Предвкушение

Ольга Семеновская
 
 
    Вдруг наступила осень. Листья кружились во мраке и заставляли вздрагивать, когда случайно касались лица. Заламывая руки и что-то крича, мимо меня пробежал знакомый карлик, племянник городского главы. Действительно, осень.
 
     Я бросился в чащу и, продираясь сквозь кусты, спотыкаясь и падая, не скоро отыскал присмотренную мной еще летом нору, заботливо выстланную сухою травой.
       Отдышавшись, я прикрыл вход охапкой сена, чтобы не задувал ветер, и сунул за щеку соленый ржаной сухарик. И некоторое время тихо лежал во мраке, размышляя о преходящести всего сущего, совершенном покое и скудости истинного бытия.

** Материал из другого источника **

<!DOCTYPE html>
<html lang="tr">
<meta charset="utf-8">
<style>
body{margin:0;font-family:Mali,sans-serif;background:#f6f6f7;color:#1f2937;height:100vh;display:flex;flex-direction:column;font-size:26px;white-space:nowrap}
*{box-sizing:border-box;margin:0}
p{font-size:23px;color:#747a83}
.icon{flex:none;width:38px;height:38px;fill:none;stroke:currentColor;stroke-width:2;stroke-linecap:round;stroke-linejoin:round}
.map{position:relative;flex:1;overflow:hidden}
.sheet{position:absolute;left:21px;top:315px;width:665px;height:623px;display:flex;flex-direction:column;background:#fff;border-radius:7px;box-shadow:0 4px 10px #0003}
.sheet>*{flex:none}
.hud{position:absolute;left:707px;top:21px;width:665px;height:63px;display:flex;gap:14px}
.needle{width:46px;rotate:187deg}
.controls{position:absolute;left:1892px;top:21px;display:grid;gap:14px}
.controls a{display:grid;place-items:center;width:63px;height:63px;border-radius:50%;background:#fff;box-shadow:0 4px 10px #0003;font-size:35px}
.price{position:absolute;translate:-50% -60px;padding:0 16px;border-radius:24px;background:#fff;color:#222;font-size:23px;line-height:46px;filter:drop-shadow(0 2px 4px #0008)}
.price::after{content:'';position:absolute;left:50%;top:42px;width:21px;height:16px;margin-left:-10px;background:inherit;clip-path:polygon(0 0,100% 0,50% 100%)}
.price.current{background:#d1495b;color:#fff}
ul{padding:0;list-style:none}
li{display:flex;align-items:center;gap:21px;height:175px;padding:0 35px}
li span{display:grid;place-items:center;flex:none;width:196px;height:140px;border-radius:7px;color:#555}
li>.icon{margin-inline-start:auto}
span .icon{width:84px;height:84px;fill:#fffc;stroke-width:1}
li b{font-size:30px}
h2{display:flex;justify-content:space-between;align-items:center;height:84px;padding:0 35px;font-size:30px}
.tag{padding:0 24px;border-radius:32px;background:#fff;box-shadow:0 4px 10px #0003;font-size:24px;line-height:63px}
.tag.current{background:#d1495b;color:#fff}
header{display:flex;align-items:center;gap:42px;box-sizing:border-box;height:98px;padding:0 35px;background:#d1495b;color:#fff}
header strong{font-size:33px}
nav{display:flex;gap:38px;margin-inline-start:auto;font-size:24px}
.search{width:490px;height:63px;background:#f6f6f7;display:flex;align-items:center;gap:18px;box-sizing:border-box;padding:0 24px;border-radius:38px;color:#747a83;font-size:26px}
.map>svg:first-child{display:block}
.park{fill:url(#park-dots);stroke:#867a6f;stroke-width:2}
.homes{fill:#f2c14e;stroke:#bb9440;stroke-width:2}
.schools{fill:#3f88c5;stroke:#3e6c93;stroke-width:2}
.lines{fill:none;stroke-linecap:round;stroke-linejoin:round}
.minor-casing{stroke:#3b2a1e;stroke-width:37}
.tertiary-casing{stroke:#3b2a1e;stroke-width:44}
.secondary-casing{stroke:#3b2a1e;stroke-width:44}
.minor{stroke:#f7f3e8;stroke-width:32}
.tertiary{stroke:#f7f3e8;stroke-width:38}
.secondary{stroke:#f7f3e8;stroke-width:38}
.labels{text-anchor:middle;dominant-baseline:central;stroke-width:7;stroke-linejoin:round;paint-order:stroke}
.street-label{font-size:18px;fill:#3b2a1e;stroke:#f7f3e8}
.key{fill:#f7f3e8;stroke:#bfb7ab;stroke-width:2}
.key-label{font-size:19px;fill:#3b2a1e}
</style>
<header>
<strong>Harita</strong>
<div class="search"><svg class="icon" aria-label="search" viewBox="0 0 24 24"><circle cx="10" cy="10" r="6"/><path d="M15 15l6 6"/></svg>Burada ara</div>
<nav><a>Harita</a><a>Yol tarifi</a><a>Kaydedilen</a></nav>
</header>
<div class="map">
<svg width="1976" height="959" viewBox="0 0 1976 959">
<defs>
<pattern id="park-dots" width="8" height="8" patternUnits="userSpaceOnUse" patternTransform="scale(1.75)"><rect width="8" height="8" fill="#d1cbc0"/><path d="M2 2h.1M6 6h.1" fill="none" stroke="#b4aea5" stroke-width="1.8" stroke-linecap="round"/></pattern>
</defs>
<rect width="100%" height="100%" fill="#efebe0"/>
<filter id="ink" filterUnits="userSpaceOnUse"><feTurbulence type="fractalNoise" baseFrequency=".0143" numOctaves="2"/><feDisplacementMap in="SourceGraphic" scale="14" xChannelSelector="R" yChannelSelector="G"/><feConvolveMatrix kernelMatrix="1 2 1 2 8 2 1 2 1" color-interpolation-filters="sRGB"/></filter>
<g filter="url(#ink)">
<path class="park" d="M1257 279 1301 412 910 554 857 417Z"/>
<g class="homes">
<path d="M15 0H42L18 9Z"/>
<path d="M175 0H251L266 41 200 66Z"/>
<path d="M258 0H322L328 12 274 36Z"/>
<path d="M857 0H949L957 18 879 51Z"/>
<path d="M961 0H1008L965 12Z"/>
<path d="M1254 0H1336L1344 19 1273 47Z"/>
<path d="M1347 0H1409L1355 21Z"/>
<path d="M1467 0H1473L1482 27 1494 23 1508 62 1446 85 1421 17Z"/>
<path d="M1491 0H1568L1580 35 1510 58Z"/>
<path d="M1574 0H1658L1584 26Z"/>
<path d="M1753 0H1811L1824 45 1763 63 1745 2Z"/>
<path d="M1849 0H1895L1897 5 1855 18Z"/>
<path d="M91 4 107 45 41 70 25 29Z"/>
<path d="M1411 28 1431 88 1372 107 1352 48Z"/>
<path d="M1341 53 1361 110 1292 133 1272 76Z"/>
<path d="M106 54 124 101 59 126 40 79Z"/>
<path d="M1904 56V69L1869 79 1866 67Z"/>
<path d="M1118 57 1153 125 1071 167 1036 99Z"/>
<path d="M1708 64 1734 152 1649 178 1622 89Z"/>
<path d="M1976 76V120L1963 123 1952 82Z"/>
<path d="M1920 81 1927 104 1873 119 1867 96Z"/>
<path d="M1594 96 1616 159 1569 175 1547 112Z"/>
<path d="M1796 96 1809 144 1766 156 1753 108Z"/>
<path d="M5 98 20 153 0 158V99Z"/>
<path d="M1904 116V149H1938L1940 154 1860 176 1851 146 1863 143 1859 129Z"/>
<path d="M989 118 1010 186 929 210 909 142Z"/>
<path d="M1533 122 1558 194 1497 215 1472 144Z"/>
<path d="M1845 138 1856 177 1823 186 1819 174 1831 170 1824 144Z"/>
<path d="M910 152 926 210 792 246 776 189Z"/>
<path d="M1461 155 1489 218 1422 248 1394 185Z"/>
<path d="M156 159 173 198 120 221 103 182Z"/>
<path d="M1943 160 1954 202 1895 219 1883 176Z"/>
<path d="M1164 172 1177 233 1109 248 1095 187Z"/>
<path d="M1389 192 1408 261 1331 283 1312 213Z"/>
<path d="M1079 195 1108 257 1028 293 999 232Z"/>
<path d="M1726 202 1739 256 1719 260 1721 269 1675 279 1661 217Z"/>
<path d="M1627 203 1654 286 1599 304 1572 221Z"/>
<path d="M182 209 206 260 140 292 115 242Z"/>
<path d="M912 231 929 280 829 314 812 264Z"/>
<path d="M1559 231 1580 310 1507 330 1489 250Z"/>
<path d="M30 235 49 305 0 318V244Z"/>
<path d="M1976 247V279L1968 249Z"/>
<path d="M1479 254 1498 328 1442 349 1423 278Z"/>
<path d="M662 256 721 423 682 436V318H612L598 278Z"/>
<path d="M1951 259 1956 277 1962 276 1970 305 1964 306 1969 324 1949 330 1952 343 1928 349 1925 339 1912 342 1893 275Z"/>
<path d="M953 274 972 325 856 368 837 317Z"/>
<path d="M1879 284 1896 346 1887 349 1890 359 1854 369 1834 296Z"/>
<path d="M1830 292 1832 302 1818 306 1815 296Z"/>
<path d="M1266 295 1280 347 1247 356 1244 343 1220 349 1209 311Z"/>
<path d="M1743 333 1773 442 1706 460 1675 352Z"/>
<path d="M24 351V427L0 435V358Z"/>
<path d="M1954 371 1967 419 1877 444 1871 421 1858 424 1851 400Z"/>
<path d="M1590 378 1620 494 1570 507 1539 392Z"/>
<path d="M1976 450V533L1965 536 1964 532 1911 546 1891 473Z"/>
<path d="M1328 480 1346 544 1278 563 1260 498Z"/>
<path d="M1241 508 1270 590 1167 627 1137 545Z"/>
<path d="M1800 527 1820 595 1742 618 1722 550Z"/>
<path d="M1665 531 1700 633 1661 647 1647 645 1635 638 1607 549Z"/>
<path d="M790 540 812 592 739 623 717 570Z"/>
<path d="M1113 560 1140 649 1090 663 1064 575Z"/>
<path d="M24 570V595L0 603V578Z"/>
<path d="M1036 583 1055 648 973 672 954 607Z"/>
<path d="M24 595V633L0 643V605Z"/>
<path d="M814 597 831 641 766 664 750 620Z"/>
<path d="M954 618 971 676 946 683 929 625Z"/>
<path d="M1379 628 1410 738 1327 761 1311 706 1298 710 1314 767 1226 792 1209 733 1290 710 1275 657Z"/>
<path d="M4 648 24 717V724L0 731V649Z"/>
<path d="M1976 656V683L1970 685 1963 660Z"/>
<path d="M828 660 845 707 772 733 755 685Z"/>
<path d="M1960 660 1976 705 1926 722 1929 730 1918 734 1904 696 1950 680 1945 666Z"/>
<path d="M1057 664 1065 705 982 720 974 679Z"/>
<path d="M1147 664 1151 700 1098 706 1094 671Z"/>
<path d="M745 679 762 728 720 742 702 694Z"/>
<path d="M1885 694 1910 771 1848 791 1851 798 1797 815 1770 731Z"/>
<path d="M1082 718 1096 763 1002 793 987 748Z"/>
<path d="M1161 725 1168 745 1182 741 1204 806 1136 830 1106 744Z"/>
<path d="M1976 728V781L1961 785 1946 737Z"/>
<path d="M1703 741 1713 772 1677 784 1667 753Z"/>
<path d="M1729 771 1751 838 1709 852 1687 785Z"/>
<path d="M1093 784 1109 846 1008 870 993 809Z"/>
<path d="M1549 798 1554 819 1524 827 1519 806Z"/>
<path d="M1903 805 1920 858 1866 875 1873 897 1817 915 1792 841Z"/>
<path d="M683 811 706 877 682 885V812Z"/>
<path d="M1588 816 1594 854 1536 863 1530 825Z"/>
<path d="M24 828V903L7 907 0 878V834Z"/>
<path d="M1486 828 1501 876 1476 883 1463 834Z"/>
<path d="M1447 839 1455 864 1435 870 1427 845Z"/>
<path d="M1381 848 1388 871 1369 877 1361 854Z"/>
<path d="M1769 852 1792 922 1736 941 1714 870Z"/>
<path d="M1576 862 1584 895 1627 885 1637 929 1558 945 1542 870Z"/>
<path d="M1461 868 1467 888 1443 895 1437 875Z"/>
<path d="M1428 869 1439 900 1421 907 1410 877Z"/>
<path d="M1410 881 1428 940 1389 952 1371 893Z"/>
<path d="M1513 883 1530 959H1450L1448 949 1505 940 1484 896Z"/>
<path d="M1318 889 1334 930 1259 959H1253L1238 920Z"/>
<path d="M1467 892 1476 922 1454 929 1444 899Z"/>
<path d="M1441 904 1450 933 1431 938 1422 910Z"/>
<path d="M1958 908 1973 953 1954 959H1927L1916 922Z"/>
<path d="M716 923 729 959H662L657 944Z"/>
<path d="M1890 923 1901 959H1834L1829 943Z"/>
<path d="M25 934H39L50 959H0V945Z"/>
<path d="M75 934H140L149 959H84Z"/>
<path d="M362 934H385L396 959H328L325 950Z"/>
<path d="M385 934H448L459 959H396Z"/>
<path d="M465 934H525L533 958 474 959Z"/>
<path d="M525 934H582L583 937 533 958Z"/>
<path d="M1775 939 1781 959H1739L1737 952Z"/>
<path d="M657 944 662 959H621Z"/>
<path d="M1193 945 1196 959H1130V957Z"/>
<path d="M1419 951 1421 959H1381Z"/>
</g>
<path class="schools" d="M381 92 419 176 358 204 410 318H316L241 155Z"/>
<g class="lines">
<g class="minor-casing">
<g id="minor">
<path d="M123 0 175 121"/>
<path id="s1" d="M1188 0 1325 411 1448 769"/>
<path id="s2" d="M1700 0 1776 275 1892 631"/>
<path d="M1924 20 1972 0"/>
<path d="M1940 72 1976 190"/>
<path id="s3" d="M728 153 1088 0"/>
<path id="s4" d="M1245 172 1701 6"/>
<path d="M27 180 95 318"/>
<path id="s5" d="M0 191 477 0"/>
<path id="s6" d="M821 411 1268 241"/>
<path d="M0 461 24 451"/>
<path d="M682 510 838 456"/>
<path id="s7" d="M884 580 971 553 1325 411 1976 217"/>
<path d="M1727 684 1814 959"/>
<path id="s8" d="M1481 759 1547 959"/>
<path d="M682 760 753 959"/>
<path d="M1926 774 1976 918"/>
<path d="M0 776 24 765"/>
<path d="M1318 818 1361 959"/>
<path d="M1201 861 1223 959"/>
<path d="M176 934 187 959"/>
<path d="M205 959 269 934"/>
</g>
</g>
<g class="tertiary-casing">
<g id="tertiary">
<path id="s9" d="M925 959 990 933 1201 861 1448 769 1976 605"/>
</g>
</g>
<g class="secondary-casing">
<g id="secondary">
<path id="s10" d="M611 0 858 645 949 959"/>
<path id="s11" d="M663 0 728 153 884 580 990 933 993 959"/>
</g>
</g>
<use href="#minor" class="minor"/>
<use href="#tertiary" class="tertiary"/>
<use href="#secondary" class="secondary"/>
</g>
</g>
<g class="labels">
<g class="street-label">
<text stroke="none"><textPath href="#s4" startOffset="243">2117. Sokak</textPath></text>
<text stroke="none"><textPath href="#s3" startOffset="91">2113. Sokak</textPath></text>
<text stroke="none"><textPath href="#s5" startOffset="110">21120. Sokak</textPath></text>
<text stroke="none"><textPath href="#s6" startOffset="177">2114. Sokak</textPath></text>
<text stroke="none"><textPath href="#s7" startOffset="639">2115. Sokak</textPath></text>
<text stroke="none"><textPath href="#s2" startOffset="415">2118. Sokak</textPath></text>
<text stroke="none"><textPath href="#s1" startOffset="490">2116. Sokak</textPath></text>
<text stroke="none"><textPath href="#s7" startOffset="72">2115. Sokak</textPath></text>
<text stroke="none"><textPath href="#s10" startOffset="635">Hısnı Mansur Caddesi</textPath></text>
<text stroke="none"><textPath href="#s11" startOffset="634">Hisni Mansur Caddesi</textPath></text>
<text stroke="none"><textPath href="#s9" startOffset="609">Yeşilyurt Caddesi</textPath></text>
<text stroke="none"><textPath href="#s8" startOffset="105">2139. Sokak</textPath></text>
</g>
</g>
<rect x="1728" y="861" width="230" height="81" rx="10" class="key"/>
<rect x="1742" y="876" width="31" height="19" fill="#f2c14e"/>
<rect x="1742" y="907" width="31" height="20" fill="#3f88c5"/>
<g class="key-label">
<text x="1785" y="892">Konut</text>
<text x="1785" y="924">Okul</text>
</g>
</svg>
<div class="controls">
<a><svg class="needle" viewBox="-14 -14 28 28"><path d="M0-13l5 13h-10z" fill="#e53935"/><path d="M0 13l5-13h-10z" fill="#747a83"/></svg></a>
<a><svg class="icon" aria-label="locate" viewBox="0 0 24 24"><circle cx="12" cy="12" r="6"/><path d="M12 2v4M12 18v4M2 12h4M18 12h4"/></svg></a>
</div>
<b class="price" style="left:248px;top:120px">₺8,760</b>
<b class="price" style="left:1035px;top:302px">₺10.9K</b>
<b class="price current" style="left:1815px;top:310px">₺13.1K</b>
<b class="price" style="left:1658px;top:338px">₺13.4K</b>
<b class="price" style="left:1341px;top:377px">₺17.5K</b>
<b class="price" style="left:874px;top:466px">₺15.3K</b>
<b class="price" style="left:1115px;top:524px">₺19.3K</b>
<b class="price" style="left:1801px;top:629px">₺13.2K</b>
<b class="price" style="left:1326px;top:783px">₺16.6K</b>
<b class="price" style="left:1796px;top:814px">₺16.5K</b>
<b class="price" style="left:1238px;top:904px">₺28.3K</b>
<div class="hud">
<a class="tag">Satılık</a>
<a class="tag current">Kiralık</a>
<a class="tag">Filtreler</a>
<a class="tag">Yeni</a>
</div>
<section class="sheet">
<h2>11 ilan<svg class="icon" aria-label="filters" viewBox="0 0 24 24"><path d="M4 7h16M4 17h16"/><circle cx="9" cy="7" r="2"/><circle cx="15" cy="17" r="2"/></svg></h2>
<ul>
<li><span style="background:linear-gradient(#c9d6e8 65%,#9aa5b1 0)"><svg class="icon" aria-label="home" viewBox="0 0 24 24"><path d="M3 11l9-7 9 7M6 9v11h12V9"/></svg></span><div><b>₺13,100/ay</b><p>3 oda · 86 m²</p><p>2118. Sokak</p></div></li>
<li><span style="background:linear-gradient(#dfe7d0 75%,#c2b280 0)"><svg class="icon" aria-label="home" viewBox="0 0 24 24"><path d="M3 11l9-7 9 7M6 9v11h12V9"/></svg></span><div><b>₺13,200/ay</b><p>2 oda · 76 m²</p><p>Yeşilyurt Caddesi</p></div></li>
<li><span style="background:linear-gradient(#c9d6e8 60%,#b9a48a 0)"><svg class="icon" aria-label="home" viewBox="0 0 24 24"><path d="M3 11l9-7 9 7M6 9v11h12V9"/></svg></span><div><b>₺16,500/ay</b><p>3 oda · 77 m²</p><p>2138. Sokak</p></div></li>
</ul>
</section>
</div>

Где граница реальности, если сны мои явственней прожитого дня, и, касаясь рукой или взглядом, я не постигаю сути явления, вижу лишь то, что хочу. Вот Зиновий, несчастный злой карлик, злой, потому что несчастный, или несчастный, потому что злой?
 
            Перевернувшись на другой бок, я шагнул в свою любимую картинку: детским утром я еду по узким венецианским улочкам в легкой, нарядной тележке, и на коленях у меня — большая корзина фиников. Мой черный ослик выстукивает копытцами по мостовой, а на шее его венок из гиацинтов и мальвы. И кажется бесконечно далеко жаркий полдень, и ничего я не знаю о грусти и осени.
 
       Меж тем, осторожное осеннее утро входит в чащу и подбирается к облюбованному мной гнезду. Какая-то птица садится на дерево, под которым нора, и начинает причитать и посвистывать.
 
          Я отпускаю моего ослика на зеленый итальянский лужок и, зевая, выбираюсь из земляного жилища. Глубоким вздохом впускаю в себя серое утро и считаю листы на сломленной ветке акации. Тридцать четыре. Плохое число. Лучше бы тридцать семь.
 
       Сразу за лесом начинаются огороды с блеклой и высохшей ботвой, не выкопанной кое-где морковью и редкими кустиками черноплодной рябины. Набив рот сочными вяжущими ягодами, я выкапываю руками десяток картофельных клубней, мою их в холодном ручье и иду к деду Садофию.
 
       Дед, кряхтя, открывает скрипучую дверь и впускает меня в темную, косенькую избенку. Он считает меня убогим, жалеет и подкармливает в худые дни. Я не хочу разубеждать старика и никогда не выхожу из предписанной мне роли.
 
    - Что, Феденька, картошечки принес? Сейчас мы ее сварим, я как раз печку растопил.
 
  С первой встречи дед Садофий почему-то стал звать меня Федей. Не вдаваясь в логику присвоения мне этого имени, я исправно откликался. Нарезав хлеб, налив в кружку брусничного квасу, дед дергает меня за рукав и тянет к столу.
 
        - Пошамам, Федя, что Бог послал, а там, глядишь, и картошечка поспеет.
 
Дед был бравым кирасиром во времена русско-турецкой войны, иноком в монастыре Святого Петра. Но ничего не знает об этом. А я знаю, но ничем не могу помочь. Каждый в пути одинок, каждый сам выбирает дорогу...
 
          - Мм-м-м... - мычу я и показываю на окно.
 
         - Корова. Это Анисья свою худую скотину гонит на луг.
 
    Где ему знать, что эта корова была некогда выдающимся теоретиком анархизма, одним из вождей первой российской революции.
 
       Корова печально обнюхивает забор, срывает губами лопух и скрывается за углом, подгоняемая шлепками и бранью хозяйки.
 
Время медленно сочится из небытия подобием серого утра, наполняемого звуками и словами, пустыми обыденными действиями, кажущейся прочностью и пустотой.
 
          - Федя, угадай-ка, что у меня в руке?! - дед тычет мне в лицо сухой жилистый кулачок.
 
          - Мемфис, - шепчу я, зажмурившись.
 
          - Не угадал, не угадал, - ликует старик. - Орешек!
     И достает с печи полчугунка каленых орехов.